* Extracted data entries *
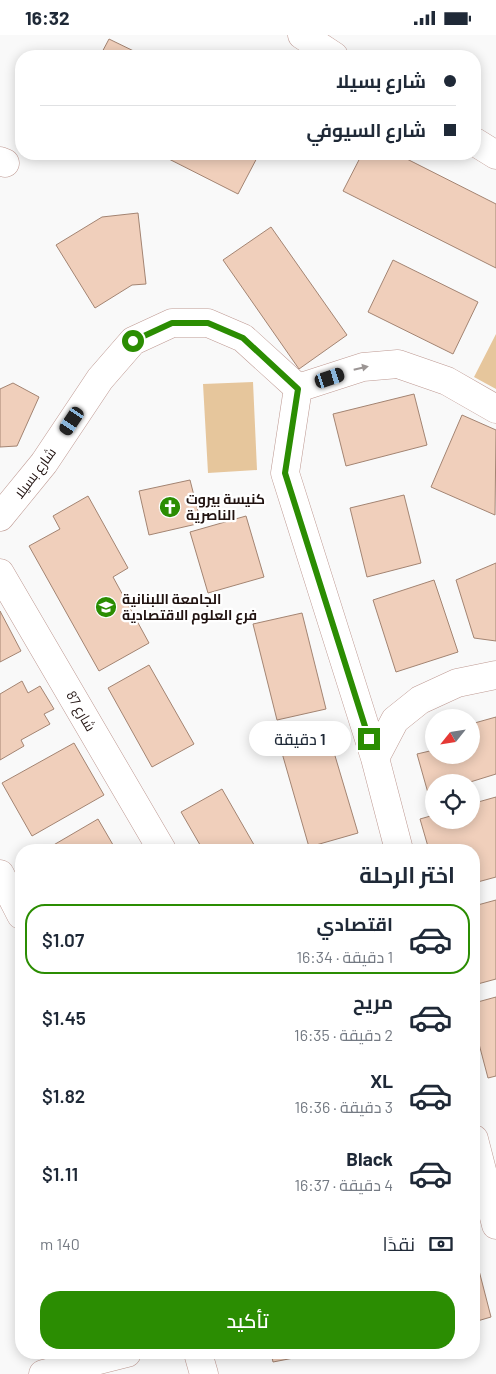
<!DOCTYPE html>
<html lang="ar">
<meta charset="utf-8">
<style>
:root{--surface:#fff;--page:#f2f2f3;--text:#1f2937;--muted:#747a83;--line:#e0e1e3;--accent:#2b8d02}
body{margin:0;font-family:Barlow,Cairo,sans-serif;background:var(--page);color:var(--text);direction:rtl;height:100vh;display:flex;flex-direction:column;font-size:19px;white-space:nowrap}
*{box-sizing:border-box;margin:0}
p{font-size:16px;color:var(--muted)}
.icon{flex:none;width:28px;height:28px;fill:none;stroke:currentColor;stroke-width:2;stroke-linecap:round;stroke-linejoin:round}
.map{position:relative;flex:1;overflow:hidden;direction:ltr}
.details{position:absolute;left:15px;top:809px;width:465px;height:515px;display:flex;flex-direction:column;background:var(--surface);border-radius:20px;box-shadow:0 2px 12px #0003;direction:rtl}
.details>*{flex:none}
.hud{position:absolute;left:15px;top:15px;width:466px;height:110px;border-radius:20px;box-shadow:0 2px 12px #0003;direction:rtl;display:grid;align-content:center;height:110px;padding:0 25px;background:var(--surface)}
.needle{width:32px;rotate:240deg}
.controls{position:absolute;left:425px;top:674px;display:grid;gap:10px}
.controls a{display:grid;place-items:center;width:55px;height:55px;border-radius:50%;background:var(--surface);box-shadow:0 2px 12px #0003;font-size:25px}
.end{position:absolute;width:22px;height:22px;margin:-11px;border:6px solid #2b8d02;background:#fff;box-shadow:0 0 0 2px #fff}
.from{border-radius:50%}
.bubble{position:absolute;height:35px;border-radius:18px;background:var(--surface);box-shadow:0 2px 12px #0003;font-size:16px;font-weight:600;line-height:35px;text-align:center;direction:rtl}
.car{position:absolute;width:15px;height:30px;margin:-15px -8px;border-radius:6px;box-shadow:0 0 4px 1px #0007;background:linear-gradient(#222 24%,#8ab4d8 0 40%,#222 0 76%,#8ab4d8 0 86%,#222 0)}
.hud b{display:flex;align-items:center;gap:18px;height:48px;font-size:19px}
.hud b+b{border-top:1px solid var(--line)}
.hud i{width:12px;height:12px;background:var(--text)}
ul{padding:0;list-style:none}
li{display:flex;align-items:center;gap:15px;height:70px;margin:0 10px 8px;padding:0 15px;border:2px solid transparent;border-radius:20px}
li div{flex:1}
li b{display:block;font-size:19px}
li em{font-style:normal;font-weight:600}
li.on{border-color:var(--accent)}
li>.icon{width:45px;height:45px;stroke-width:1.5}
h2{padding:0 25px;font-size:22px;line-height:60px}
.pay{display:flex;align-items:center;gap:12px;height:55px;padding:0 25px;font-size:19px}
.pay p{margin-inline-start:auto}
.action{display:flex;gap:10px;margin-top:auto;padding:10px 25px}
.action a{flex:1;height:58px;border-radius:20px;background:var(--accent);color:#fff;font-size:20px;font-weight:600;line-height:58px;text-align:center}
.status{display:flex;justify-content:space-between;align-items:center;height:35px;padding:0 25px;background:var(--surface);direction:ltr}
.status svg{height:14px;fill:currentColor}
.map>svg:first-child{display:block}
.green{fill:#e6c69c}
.building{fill:#f0cfbb;stroke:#a38472}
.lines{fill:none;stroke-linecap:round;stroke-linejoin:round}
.minor-casing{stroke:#be9992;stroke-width:29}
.tertiary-casing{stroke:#be9992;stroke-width:29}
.minor{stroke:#fff;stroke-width:28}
.tertiary{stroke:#fff;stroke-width:28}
.oneway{fill:#9b9594}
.route{stroke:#2b8d02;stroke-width:6}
.labels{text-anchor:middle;stroke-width:4.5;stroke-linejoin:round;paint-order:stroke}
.street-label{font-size:14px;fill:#211311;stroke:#fff}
.poi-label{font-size:14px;font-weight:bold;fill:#211311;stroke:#fff;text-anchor:start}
</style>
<div class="status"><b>16:32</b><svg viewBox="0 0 49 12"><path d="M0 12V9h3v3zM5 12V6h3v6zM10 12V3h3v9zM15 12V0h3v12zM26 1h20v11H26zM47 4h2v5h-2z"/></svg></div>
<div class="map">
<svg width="496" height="1339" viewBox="0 0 496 1339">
<rect width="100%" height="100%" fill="#f9f9f9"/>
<!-- green -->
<path class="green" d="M 496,299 L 496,354 L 474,342 Z
M 253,347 L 257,435 L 208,438 L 203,349 Z"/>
<!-- building -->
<path class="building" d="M 109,4 L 144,21 L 100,21 Z
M 159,119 L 259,119 L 238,159 Z
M 362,119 L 397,119 L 496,169 L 496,233 L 343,156 Z
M 138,178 L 146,249 L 132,250 L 95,273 L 56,210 L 102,182 Z
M 271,192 L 347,300 L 299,334 L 223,225 Z
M 393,225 L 478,267 L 453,319 L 368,277 Z
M 13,348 L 39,362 L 17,411 L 0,412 L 0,354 Z
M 414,359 L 427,410 L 346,431 L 333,379 Z
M 462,380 L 496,395 L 495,480 L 431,452 Z
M 190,445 L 201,488 L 149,500 L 139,456 Z
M 404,460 L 421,528 L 367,542 L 350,473 Z
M 88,461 L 128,533 L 113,542 L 149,608 L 99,636 L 29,511 L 60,494 L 53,481 Z
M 246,481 L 264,542 L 208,558 L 190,497 Z
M 496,528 L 496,606 L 474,603 L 456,545 Z
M 434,545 L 458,617 L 396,637 L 373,565 Z
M 0,576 L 21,616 L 0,627 Z
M 302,578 L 326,674 L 277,685 L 253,589 Z
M 149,630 L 194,709 L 152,732 L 108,653 Z
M 22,646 L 28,658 L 40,651 L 54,674 L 44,679 L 50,689 L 21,705 L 24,711 L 0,725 L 0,659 Z
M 496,682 L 496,739 L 467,748 L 434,748 L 434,757 L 428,758 L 417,719 L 434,715 L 434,720 L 471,720 L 471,689 Z
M 330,704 L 358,798 L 309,812 L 282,718 Z
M 74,708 L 104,760 L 32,801 L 2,748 Z
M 222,754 L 257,815 L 203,815 L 181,777 Z
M 496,762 L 496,842 L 474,848 L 474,815 L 429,815 L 420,784 L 434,780 L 434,785 L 471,785 L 471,769 Z
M 98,784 L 116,815 L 45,815 Z
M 496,865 L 496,944 L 474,950 L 474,871 Z
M 496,962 L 496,1041 L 488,1043 L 474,990 L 474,968 Z
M 474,1216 L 491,1282 L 474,1287 Z
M 271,1318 L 303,1318 L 304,1321 L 273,1327 Z"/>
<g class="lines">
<!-- minor casing -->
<g class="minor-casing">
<path id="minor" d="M 0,126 L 5,128
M 298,353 L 285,438 L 375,723 L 399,815
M 298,353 L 363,332 L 398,329 L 447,346 L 496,374
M 0,482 L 44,428 L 100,344 L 133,306 L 172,288 L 208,288 L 243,303 L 298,353
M 0,538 L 162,815
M 375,723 L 395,685 L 420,665 L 457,648 L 496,640
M 474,1104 L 496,1190
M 43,1339 L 127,1318"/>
</g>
<!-- tertiary casing -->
<g class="tertiary-casing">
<path id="tertiary" d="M 302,0 L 334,21
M 475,107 L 496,120
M 0,839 L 21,880
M 198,1318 L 204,1339"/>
</g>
<!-- minor -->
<use href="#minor" class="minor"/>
<!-- tertiary -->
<use href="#tertiary" class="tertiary"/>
</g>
<!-- one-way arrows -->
<defs><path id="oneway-solid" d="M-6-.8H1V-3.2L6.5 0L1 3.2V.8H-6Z" transform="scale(1.25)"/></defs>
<use class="oneway" href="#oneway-solid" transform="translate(361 333) rotate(-13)"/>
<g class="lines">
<!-- route -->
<path class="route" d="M 133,306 L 172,288 L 208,288 L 243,303 L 298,354 L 285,438 L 369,704"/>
</g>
<!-- icons -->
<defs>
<g id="church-disc" transform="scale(1.125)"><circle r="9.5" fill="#2b8d02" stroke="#fff"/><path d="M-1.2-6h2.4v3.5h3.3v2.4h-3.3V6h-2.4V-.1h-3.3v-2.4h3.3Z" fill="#fff"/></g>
<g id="school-disc" transform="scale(1.125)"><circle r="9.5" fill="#2b8d02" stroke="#fff"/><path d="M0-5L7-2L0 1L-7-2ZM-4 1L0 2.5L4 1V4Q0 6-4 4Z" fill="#fff"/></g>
</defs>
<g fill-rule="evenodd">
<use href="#church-disc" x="170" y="472"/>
<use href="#school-disc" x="106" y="572"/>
</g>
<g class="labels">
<!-- street labels -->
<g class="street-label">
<text transform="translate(35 438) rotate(-53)" y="5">شارع بسيلا</text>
<text transform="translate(81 676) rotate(60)" y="5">شارع 87</text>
</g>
<!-- poi labels -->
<g class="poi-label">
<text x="186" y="469">كنيسة بيروت<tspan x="186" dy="16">الناصرية</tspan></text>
<text x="122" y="569">الجامعة اللبنانية<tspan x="122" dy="16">فرع العلوم الاقتصادية</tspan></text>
</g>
</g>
</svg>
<div class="controls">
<a><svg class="needle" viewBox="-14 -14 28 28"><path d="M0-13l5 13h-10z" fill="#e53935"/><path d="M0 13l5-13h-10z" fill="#747a83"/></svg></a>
<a><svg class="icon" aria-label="locate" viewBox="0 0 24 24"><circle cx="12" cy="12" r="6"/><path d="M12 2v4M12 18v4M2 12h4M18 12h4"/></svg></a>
</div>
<i class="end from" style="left:133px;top:306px"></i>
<i class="end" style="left:369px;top:704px"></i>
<div class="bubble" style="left:249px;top:686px;width:102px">1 دقيقة</div>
<i class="car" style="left:330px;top:343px;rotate:72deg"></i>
<i class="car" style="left:72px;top:386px;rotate:214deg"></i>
<div class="hud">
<b><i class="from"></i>شارع بسيلا</b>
<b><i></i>شارع السيوفي</b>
</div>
<section class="details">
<h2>اختر الرحلة</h2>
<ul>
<li class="on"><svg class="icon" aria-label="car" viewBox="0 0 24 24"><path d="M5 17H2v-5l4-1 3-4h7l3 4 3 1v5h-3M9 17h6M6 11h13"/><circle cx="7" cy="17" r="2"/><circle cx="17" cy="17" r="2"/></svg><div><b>اقتصادي</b><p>1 دقيقة · 16:34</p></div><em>$1.07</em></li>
<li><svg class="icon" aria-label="car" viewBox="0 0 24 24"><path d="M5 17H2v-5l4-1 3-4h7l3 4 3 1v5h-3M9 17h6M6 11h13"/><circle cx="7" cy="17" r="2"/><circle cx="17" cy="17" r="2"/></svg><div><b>مريح</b><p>2 دقيقة · 16:35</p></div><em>$1.45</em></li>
<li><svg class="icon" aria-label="car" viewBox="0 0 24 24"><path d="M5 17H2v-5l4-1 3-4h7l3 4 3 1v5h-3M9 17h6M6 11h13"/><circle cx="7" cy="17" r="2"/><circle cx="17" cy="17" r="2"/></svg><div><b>XL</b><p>3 دقيقة · 16:36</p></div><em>$1.82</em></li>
<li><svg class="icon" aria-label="car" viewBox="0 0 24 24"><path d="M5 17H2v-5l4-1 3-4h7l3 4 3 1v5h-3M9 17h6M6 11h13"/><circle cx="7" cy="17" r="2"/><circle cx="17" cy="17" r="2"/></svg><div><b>Black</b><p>4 دقيقة · 16:37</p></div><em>$1.11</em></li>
</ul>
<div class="pay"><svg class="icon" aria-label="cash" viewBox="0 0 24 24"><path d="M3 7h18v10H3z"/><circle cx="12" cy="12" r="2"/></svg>نقدًا<p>140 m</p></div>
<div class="action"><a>تأكيد</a></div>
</section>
</div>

* Assignment *
Pull every line containing "none" out of the records.

* Answer space *
.icon{flex:none;width:28px;height:28px;fill:none;stroke:currentColor;stroke-width:2;stroke-linecap:round;stroke-linejoin:round}
.details>*{flex:none}
ul{padding:0;list-style:none}
.lines{fill:none;stroke-linecap:round;stroke-linejoin:round}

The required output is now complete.